The plan would create affordable, sustainable, and connected communities, Schreiner said, and would make it easier for Canadians to buy their first home. He also wants the retrofitting of existing homes and buildings to be incentivized, and residents to be connected to amenities and services.
At the same time, the plan is designed to end chronic homelessness by building thousands of supportive housing units, and by developing an Indigenous-led strategy to build thousands Indigenous-owned homes in both rural and urban areas.
“We’ve looked at best practices around the world, and really tried to apply them to the Ontario context to address the housing-affordability crisis we’re facing,” Schreiner said. “Taking a housing-first approach increases the quality of life in communities for everyone.”
If the plan is adopted, Ontario would spend $11.5 billion over 10 years to: build 100,000 affordable rental homes; restore 260,000 community housing units; provide seed funds for co-ops to build roughly 1,000 homes; and establish a portable housing benefit for 311,000 people, which allows a family to receive the benefit regardless of whether they’re housing situation changes.
The province would also spend $6.5 billion over 10 years to: build 60,000 permanent supportive-housing units; cover 50 per cent of municipal operating costs for shelters and community housing; and provide more money for women’s shelters and transitional housing for families in crisis.
Finally, the plan includes $174 million over 10 years to “support and provide security” for renters, as well as “additional pathways” to homeownership.
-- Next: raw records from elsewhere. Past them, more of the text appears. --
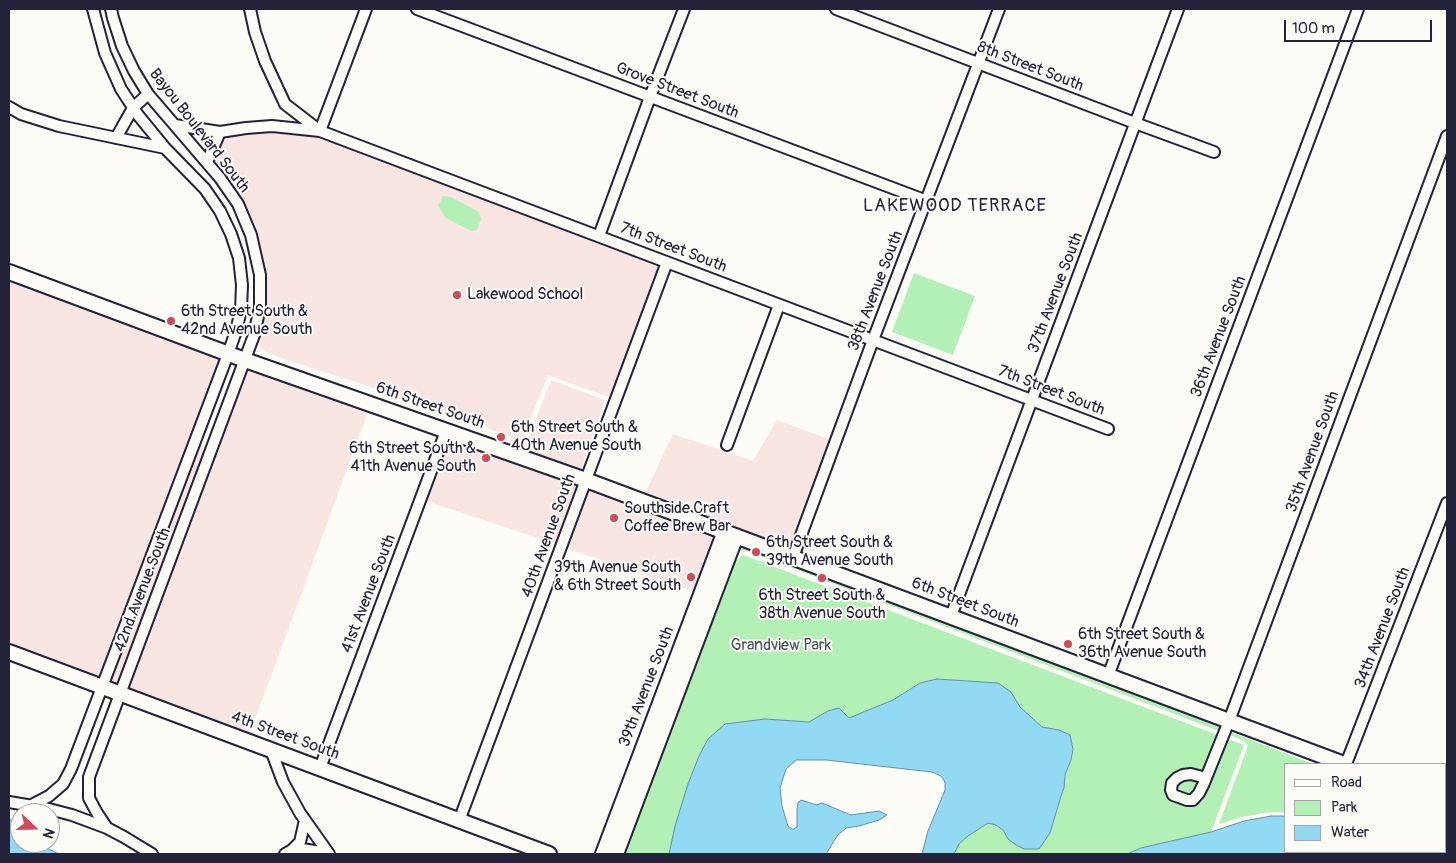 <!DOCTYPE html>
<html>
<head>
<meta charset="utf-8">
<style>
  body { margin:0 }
  #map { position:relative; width:1456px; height:863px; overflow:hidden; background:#fdfcf7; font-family:Pangolin,sans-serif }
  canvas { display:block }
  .frame { position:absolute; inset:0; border:10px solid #22223b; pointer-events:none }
  .legend { position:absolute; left:1284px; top:763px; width:162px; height:90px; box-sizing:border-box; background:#fdfcf7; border:1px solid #a5a5ac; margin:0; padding:6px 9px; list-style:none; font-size:15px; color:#22223b }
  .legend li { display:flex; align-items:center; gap:10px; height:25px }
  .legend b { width:25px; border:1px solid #a5a5ac }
  .north { position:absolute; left:10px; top:803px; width:50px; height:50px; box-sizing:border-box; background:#fdfcf7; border:1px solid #a5a5ac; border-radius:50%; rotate:111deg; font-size:14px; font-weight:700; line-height:20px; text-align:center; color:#22223b }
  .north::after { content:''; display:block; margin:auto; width:18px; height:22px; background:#d1495b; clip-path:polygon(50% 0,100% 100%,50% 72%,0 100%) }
  .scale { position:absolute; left:1284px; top:20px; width:148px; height:22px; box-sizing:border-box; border:2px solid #22223b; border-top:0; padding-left:6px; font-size:15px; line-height:18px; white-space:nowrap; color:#22223b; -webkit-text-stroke:4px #fdfcf7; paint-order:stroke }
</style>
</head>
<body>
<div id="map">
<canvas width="1456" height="863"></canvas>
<div class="frame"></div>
<ul class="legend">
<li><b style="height:6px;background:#fdfcf7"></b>Road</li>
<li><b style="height:14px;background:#b3f0b6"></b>Park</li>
<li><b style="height:14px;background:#92d9f4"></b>Water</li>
</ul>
<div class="north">N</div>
<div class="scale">100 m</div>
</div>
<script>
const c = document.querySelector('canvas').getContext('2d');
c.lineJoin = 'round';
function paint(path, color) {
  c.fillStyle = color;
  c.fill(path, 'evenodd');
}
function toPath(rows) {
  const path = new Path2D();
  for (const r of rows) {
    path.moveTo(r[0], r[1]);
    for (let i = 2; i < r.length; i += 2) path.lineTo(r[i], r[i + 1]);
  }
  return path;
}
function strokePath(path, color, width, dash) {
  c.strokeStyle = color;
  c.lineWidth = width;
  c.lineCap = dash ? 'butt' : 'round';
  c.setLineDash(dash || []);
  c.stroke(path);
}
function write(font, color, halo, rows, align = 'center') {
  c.font = font + ' Pangolin,sans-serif';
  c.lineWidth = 4;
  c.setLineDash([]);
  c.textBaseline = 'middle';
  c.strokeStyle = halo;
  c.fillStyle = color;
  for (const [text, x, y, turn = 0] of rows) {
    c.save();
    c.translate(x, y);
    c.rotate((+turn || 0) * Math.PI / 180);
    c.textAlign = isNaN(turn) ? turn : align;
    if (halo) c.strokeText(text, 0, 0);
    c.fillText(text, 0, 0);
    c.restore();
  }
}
paint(toPath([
  [255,131,278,132,309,136,330,142,649,261,655,264,657,272,611,398,548,375,522,441,427,405,278,357,268,353,260,347,260,337,265,308,265,283,263,259,255,229,244,203,230,181,216,166,214,155,217,146,224,140,235,135],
  [9,277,221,357,99,680,9,647],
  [249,367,369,409,249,736,127,691],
  [551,380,605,400,580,472,510,447,512,441,521,445,527,442],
  [777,420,831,440,789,550,644,496,673,434,753,461],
  [450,437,579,483,556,544,426,501],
  [200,444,207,447,117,687,109,684],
  [589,487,717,534,696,592,566,548]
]), '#f9e6e2');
paint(toPath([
  [443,196,451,197,479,212,481,219,477,230,471,231,446,218,438,206],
  [914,273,975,296,953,355,892,332],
  [740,542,1028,651,1220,727,1219,731,753,553,744,550,740,551,735,555],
  [743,555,1244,745,1211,832,1158,844,1141,848,1127,854,954,854,959,844,968,835,988,823,996,825,1003,830,1008,839,1050,833,1061,796,1064,788,1065,775,1071,760,1059,730,1042,728,1020,707,1011,692,998,683,937,679,908,690,893,700,873,709,849,718,828,711,809,722,708,739,699,756,688,784,669,854,625,854,736,561],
  [1231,732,1313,764,1285,764,1285,812,1269,812,1242,817,1219,824,1248,746,1245,741,1230,735],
  [1445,810,1447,810,1447,854,1418,854,1414,852,1445,852]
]), '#b3f0b6');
const water = toPath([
  [937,679,998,683,1011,692,1020,707,1042,727,1059,730,1070,735,1073,749,1071,760,1065,775,1064,788,1061,796,1050,833,1039,849,1024,849,1016,845,1008,839,1003,830,996,825,988,823,968,836,959,844,954,854,922,854,928,831,945,790,945,782,941,776,932,772,826,760,796,760,786,769,780,788,782,806,788,826,792,829,794,829,797,827,797,809,798,803,801,800,817,805,822,803,851,815,879,811,887,815,879,820,859,826,846,828,837,836,826,854,669,854,675,826,688,784,699,756,708,739,725,724,765,719,809,722,828,711,839,708,849,718,893,700,920,683,937,679],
  [1271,816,1285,816,1285,852,1401,852,1406,854,1127,854,1141,848,1158,844,1211,832,1244,821,1271,816],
  [9,819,13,821,20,828,20,843,35,843,57,853,62,854,9,854,9,819]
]);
paint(water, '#92d9f4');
strokePath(water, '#6590aa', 1);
const street = toPath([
  [250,9,255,32,265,61,285,104,320,131,366,9],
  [417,9,927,201],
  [836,9,1135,123,1214,152],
  [9,107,21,114,59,126,165,148],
  [175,125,220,132,246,128,272,126,320,131,1108,429],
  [116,138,133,108,148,94],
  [207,162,220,132],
  [599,236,650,97,684,9],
  [727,445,779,305],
  [793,557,873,340,999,9],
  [951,616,1178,9],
  [1108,676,1358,9],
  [271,750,283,782,300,813,329,854],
  [1346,764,1447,503],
  [320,768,446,431],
  [1206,778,1191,774,1183,775,1177,778,1172,783,1171,790,1173,795,1187,800,1193,800,1199,793,1204,783,1229,721,1447,136],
  [9,802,45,808,72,815,107,828,124,837,152,854],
  [30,806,49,796,63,784,71,769,228,354,236,331,241,310,242,285,239,258,231,234,220,211,205,189,165,148,138,115,121,89,105,53,93,9],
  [459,821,667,262],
  [107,828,97,813,89,798,89,777,254,335,260,307,260,275,251,235,238,204,220,178,148,94,134,71,122,46,113,18,111,9],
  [292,850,302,849,327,853],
  [285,854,292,850,300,842,305,820]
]);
const secondary = toPath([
  [9,272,245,360,586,480,1344,764],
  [9,652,549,854],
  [1445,802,1447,803],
  [603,854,725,531],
  [616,854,736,536]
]);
strokePath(street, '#22223b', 14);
strokePath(secondary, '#22223b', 18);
strokePath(street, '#fdfcf7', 10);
strokePath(secondary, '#fdfcf7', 14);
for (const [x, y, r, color] of [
  [457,295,5,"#d1495b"],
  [171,321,5,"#d1495b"],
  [501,437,5,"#d1495b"],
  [486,458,5,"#d1495b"],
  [614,518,5,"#d1495b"],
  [756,552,5,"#d1495b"],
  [691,577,5,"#d1495b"],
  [822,578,5,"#d1495b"],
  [1068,644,5,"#d1495b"]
]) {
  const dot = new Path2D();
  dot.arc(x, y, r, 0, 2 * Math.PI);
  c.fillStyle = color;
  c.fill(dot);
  strokePath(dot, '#fdfcf7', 2);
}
write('16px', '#22223b', '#fdfcf7', [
  ["8th Street South",1030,67,21],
  ["Grove Street South",677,91,21],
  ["Bayou Boulevard South",199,131,52],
  ["7th Street South",673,248,21],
  ["38th Avenue South",876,291,-69],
  ["37th Avenue South",1056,293,-69],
  ["36th Avenue South",1219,337,-69],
  ["7th Street South",1051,391,21],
  ["6th Street South",430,406,19],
  ["35th Avenue South",1313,452,-70],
  ["40th Avenue South",549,536,-70],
  ["42nd Avenue South",143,590,-69],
  ["41st Avenue South",369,594,-69],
  ["6th Street South",965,603,21],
  ["34th Avenue South",1383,628,-69],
  ["39th Avenue South",647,687,-69],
  ["4th Street South",285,736,20]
]);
write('16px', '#22223b', '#fdfcf7', [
  ["Lakewood School",467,295],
  ["6th Street South &",181,312],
  ["42nd Avenue South",181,330],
  ["6th Street South &",511,428],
  ["40th Avenue South",511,446],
  ["6th Street South &",476,449,"right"],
  ["41th Avenue South",476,467,"right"],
  ["Southside Craft",624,509],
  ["Coffee Brew Bar",624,527],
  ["6th Street South &",766,543],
  ["39th Avenue South",766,561],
  ["39th Avenue South",681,568,"right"],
  ["& 6th Street South",681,586,"right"],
  ["6th Street South &",822,596,"center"],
  ["38th Avenue South",822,614,"center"],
  ["6th Street South &",1078,635],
  ["36th Avenue South",1078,653]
], 'left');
write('16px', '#46565a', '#fdfcf7', [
  ["Grandview Park",781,646]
]);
c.letterSpacing = '1px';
write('18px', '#22223b', '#fdfcf7', [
  ["LAKEWOOD TERRACE",955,206]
]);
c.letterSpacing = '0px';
</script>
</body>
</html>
A $5-billion, 10-year Green building program would provide an incentive to build net-zero-emissions housing and retrofit existing housing to reduce emissions.
The total cost of the plan is $23.5 billion.
In addition to housing and grants, the plan includes measures to: reduce urban sprawl while boosting conservation; shift the cost burden of shelters and affordable housing from municipalities to the province; and tackle the “financialization” of housing, which refers to people buying houses as assets and betting their value will increase.
Schreiner wants to strike a task force with all levels of government to craft regulations to limit speculation in the housing market. Now, more than ever, wealthy individuals are buying houses to hold as assets, not to live in, he said.
“We’re starting to see … reports about the large number of homes in places like Toronto, Mississauga, and Peel Region that are simply vacant; not only condos, but also single-family homes,” Schreiner said.
His party proposes increasing and applying the tax to all speculators, not just foreign buyers. He would also introduce a vacancy tax.
“We have a housing-affordability crisis (that’s) been building and building and building, and now it’s at a breaking point,” he said.
“(People) want to be in livable, affordable communities … where you have an affordable place to live near where you work, and near the local businesses you support, and one that is sustainable and doesn’t pave over the farmland that feeds us, the wetlands that protect us, or the places that we love.”